What needs to be done: All records should be reproduced verbatim.
===== Data under study =====
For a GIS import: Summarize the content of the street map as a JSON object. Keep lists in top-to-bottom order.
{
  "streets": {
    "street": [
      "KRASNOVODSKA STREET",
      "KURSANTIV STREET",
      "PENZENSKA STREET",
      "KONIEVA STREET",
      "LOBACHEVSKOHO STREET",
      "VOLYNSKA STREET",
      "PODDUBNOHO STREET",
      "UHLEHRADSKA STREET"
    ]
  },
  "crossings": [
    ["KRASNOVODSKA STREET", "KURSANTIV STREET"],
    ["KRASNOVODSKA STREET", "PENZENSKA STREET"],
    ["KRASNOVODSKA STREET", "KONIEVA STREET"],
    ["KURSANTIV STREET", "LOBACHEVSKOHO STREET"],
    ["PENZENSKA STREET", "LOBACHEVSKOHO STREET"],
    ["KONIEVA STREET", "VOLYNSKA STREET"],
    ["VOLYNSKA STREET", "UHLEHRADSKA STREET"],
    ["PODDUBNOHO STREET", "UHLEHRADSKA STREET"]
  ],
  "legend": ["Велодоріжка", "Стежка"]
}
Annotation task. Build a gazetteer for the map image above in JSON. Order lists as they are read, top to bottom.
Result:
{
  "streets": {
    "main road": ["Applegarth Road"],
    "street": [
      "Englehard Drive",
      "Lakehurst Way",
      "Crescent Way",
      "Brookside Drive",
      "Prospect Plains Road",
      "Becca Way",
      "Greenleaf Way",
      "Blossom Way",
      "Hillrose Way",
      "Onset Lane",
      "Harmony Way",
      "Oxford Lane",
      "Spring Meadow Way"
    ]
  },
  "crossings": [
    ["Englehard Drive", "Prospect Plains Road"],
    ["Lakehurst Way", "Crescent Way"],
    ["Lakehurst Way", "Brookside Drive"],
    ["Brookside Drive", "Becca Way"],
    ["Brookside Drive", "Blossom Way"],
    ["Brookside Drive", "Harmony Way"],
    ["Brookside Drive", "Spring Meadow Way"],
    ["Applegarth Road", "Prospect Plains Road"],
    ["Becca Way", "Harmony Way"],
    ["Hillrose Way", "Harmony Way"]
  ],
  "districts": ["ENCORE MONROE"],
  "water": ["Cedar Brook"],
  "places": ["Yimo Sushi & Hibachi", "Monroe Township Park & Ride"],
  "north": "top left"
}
=====
Answer to this exercise:
For a GIS import: Summarize the content of the street map as a JSON object. Keep lists in top-to-bottom order.
{
  "streets": {
    "street": [
      "KRASNOVODSKA STREET",
      "KURSANTIV STREET",
      "PENZENSKA STREET",
      "KONIEVA STREET",
      "LOBACHEVSKOHO STREET",
      "VOLYNSKA STREET",
      "PODDUBNOHO STREET",
      "UHLEHRADSKA STREET"
    ]
  },
  "crossings": [
    ["KRASNOVODSKA STREET", "KURSANTIV STREET"],
    ["KRASNOVODSKA STREET", "PENZENSKA STREET"],
    ["KRASNOVODSKA STREET", "KONIEVA STREET"],
    ["KURSANTIV STREET", "LOBACHEVSKOHO STREET"],
    ["PENZENSKA STREET", "LOBACHEVSKOHO STREET"],
    ["KONIEVA STREET", "VOLYNSKA STREET"],
    ["VOLYNSKA STREET", "UHLEHRADSKA STREET"],
    ["PODDUBNOHO STREET", "UHLEHRADSKA STREET"]
  ],
  "legend": ["Велодоріжка", "Стежка"]
}
Annotation task. Build a gazetteer for the map image above in JSON. Order lists as they are read, top to bottom.
Result:
{
  "streets": {
    "main road": ["Applegarth Road"],
    "street": [
      "Englehard Drive",
      "Lakehurst Way",
      "Crescent Way",
      "Brookside Drive",
      "Prospect Plains Road",
      "Becca Way",
      "Greenleaf Way",
      "Blossom Way",
      "Hillrose Way",
      "Onset Lane",
      "Harmony Way",
      "Oxford Lane",
      "Spring Meadow Way"
    ]
  },
  "crossings": [
    ["Englehard Drive", "Prospect Plains Road"],
    ["Lakehurst Way", "Crescent Way"],
    ["Lakehurst Way", "Brookside Drive"],
    ["Brookside Drive", "Becca Way"],
    ["Brookside Drive", "Blossom Way"],
    ["Brookside Drive", "Harmony Way"],
    ["Brookside Drive", "Spring Meadow Way"],
    ["Applegarth Road", "Prospect Plains Road"],
    ["Becca Way", "Harmony Way"],
    ["Hillrose Way", "Harmony Way"]
  ],
  "districts": ["ENCORE MONROE"],
  "water": ["Cedar Brook"],
  "places": ["Yimo Sushi & Hibachi", "Monroe Township Park & Ride"],
  "north": "top left"
}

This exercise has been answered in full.